## Instructions to follow
Copy the lines below, beginning with the one that contains "Serialize what can" and continuing through the final line, exactly as written and with no other lines.

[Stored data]
----------------------------------------

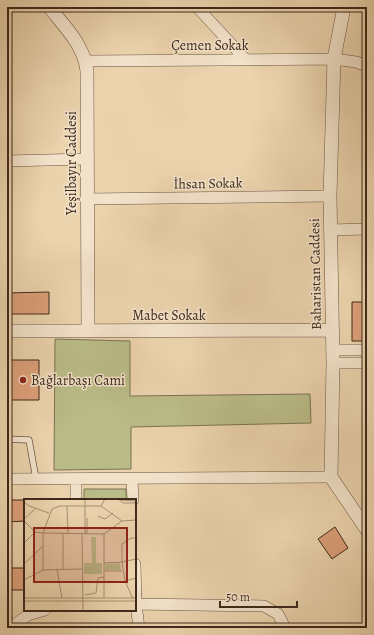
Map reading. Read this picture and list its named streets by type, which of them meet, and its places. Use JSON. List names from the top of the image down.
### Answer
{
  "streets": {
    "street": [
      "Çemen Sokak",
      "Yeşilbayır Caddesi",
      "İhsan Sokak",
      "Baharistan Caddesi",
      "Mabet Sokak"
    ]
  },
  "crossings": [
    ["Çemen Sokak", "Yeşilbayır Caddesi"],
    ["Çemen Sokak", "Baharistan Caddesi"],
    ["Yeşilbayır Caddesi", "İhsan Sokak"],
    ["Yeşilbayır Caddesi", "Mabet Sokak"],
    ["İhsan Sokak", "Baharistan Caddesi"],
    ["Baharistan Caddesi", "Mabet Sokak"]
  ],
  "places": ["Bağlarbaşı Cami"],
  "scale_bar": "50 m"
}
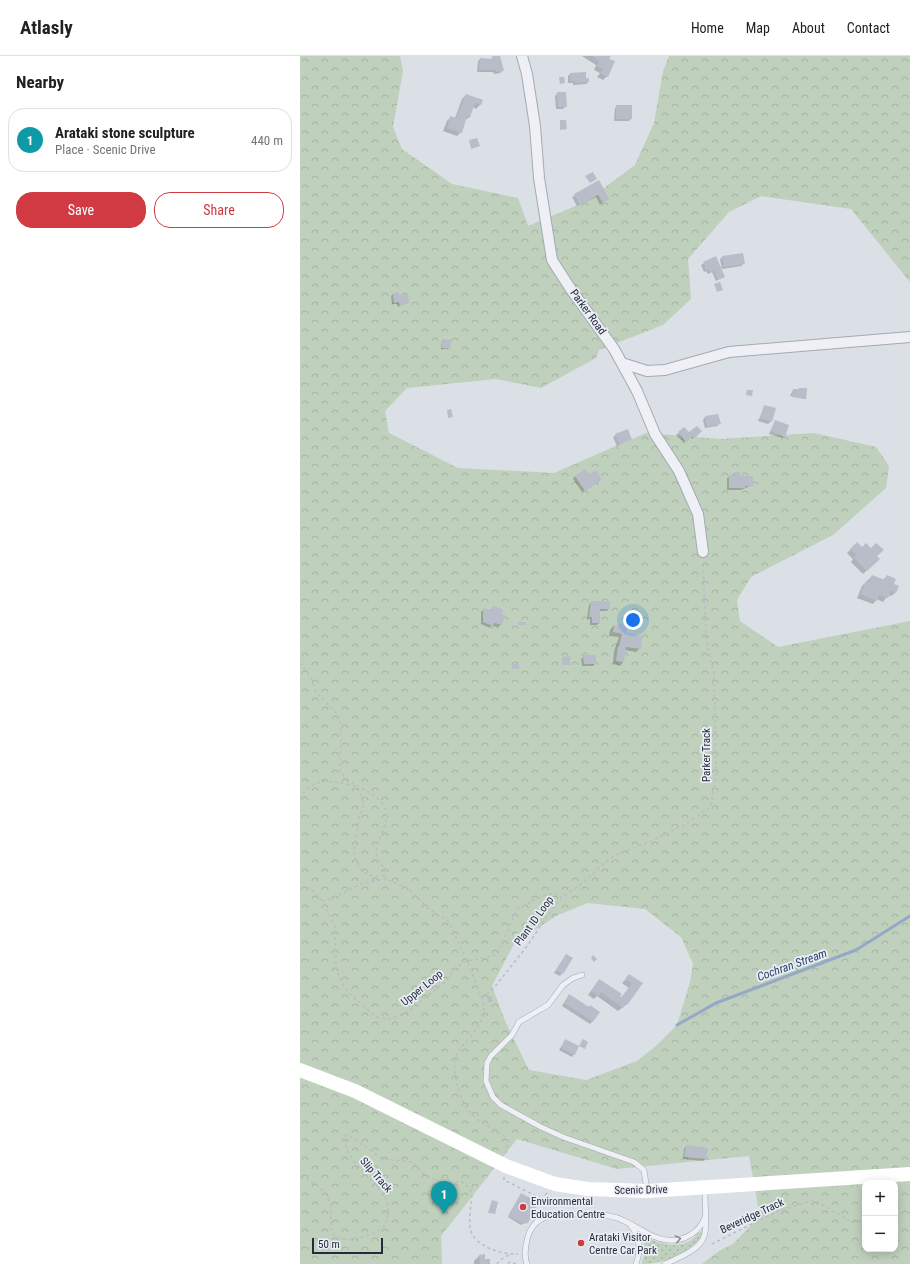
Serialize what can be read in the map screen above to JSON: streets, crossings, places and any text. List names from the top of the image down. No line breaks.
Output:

----------------------------------------

## Solved problem
Serialize what can be read in the map screen above to JSON: streets, crossings, places and any text. List names from the top of the image down. No line breaks.
Output:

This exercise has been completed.